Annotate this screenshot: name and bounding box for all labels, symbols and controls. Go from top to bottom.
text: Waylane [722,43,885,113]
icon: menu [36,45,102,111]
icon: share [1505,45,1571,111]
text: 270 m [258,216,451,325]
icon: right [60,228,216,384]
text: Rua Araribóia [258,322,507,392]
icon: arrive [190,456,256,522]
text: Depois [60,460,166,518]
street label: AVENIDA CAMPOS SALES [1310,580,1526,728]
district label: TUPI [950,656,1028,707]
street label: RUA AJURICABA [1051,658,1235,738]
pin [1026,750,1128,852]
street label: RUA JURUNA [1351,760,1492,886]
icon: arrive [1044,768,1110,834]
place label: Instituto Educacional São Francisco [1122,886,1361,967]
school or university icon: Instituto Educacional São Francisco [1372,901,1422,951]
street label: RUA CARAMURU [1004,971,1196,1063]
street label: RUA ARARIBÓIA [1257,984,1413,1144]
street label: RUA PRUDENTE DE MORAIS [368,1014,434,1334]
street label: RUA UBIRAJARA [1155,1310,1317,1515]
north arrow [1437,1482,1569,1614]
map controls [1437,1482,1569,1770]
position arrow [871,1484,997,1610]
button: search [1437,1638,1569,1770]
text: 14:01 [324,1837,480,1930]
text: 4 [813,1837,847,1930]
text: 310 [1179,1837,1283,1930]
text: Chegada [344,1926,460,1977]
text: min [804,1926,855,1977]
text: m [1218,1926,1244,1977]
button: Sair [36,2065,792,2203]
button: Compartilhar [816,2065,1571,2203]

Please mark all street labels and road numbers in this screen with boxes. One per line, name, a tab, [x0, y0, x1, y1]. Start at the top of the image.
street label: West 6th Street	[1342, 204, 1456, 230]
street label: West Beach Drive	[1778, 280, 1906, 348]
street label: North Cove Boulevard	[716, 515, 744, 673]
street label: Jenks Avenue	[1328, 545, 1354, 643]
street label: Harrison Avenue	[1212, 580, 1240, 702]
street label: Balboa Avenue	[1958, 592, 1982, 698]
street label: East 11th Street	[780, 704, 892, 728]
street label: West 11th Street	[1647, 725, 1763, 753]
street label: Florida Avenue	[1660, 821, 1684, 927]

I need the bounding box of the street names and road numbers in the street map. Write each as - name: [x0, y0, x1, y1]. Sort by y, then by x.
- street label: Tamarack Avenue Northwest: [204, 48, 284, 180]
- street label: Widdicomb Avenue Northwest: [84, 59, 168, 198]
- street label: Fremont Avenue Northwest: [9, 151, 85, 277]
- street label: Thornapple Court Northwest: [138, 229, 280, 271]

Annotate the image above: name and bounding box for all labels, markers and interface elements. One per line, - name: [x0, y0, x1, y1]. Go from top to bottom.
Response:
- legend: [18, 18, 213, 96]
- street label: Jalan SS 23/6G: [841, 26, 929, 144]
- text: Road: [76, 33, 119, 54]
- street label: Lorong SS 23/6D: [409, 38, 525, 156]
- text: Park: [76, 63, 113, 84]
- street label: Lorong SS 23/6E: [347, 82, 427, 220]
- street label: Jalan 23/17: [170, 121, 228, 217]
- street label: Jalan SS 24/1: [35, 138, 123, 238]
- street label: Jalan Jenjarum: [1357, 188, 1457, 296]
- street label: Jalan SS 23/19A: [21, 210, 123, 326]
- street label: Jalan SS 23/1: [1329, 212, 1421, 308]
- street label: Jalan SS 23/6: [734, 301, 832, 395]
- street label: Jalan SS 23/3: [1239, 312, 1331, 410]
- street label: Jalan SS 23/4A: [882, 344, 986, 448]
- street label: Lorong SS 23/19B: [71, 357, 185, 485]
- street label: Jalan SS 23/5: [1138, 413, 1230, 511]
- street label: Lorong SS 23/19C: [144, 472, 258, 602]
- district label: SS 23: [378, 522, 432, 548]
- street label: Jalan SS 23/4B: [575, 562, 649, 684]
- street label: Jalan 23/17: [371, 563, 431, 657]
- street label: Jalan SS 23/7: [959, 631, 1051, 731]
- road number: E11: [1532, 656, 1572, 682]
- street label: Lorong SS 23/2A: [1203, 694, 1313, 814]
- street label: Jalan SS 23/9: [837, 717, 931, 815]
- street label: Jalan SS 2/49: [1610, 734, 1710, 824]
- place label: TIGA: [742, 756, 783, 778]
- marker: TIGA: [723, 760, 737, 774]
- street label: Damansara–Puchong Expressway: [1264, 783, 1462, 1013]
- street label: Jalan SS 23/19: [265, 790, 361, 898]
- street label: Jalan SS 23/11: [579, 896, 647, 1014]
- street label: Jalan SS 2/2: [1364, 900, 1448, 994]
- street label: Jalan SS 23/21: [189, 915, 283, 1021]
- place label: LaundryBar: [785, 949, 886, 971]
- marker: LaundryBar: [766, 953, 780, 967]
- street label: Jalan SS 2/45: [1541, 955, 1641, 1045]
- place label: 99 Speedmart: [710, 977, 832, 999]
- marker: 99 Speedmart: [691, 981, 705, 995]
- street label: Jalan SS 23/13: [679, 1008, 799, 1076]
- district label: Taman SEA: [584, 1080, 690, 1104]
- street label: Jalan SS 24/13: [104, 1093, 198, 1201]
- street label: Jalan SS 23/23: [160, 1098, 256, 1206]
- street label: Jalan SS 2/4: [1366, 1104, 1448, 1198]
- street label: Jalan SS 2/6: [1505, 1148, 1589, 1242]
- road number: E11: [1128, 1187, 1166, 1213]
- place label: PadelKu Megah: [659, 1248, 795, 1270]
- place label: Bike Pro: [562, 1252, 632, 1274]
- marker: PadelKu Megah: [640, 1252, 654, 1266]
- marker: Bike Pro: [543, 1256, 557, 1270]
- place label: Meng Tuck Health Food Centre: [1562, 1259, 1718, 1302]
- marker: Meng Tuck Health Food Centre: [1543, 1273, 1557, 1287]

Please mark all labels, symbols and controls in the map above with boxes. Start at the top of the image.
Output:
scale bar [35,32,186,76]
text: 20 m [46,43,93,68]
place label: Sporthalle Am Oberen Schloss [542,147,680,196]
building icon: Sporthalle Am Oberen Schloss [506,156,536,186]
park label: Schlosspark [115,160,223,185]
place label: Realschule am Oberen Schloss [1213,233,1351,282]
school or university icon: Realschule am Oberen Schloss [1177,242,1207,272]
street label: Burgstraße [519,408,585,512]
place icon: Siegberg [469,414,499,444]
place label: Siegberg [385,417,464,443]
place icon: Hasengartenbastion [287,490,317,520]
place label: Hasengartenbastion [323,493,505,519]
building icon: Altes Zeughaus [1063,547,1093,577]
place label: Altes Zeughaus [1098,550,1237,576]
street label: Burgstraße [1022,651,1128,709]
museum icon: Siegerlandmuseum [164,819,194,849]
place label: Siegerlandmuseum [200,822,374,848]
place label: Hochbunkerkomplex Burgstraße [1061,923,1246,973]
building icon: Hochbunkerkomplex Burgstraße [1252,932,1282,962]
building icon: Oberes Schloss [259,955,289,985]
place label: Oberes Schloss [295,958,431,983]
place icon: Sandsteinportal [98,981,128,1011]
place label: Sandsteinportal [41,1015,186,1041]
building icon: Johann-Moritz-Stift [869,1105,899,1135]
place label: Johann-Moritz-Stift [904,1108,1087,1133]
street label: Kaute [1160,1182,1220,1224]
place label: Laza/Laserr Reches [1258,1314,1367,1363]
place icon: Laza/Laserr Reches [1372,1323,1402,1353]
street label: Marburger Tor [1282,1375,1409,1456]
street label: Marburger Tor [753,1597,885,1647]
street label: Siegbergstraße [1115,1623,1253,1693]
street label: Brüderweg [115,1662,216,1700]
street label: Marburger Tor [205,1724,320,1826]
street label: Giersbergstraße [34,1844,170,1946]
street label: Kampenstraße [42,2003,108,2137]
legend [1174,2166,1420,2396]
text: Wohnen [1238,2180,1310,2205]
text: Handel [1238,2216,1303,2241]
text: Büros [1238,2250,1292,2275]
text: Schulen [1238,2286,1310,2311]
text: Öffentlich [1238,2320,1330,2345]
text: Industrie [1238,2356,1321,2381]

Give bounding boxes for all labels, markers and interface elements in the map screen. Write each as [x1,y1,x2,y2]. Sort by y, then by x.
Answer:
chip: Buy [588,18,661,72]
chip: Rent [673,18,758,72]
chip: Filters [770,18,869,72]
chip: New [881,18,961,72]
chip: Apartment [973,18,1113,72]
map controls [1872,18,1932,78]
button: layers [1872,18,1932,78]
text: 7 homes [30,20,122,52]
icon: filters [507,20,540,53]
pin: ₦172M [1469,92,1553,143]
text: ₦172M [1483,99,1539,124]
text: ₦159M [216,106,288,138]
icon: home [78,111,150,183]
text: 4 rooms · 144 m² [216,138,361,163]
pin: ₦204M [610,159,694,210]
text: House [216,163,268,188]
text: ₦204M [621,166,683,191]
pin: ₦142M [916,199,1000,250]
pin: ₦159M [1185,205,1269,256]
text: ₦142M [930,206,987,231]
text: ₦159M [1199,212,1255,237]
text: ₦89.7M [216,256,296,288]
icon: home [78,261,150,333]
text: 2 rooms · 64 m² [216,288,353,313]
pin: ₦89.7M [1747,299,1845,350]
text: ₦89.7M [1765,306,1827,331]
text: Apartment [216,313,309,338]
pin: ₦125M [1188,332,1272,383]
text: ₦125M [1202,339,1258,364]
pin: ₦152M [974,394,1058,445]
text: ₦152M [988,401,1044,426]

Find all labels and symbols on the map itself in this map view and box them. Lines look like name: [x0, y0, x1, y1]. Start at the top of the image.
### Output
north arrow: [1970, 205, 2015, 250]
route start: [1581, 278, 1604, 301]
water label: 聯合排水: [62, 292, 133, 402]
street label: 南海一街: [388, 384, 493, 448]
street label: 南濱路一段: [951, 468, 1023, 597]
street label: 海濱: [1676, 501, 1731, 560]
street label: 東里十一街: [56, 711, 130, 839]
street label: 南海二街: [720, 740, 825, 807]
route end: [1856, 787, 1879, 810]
......
[Try it] Identify and extract each line of the listing that contains "boxes".

[Result for this exercise]
Please mark all street labels and road numbers in this screen with boxes. One per line, name, a tab, [x0, y0, x1, y1]. Start at the top of the image.
Please mark all labels, symbols and controls in the map above with boxes. Start at the top of the image.
Give bounding boxes for all labels, markers and interface elements in the map screen. Write each as [x1,y1,x2,y2]. Sort by y, then by x.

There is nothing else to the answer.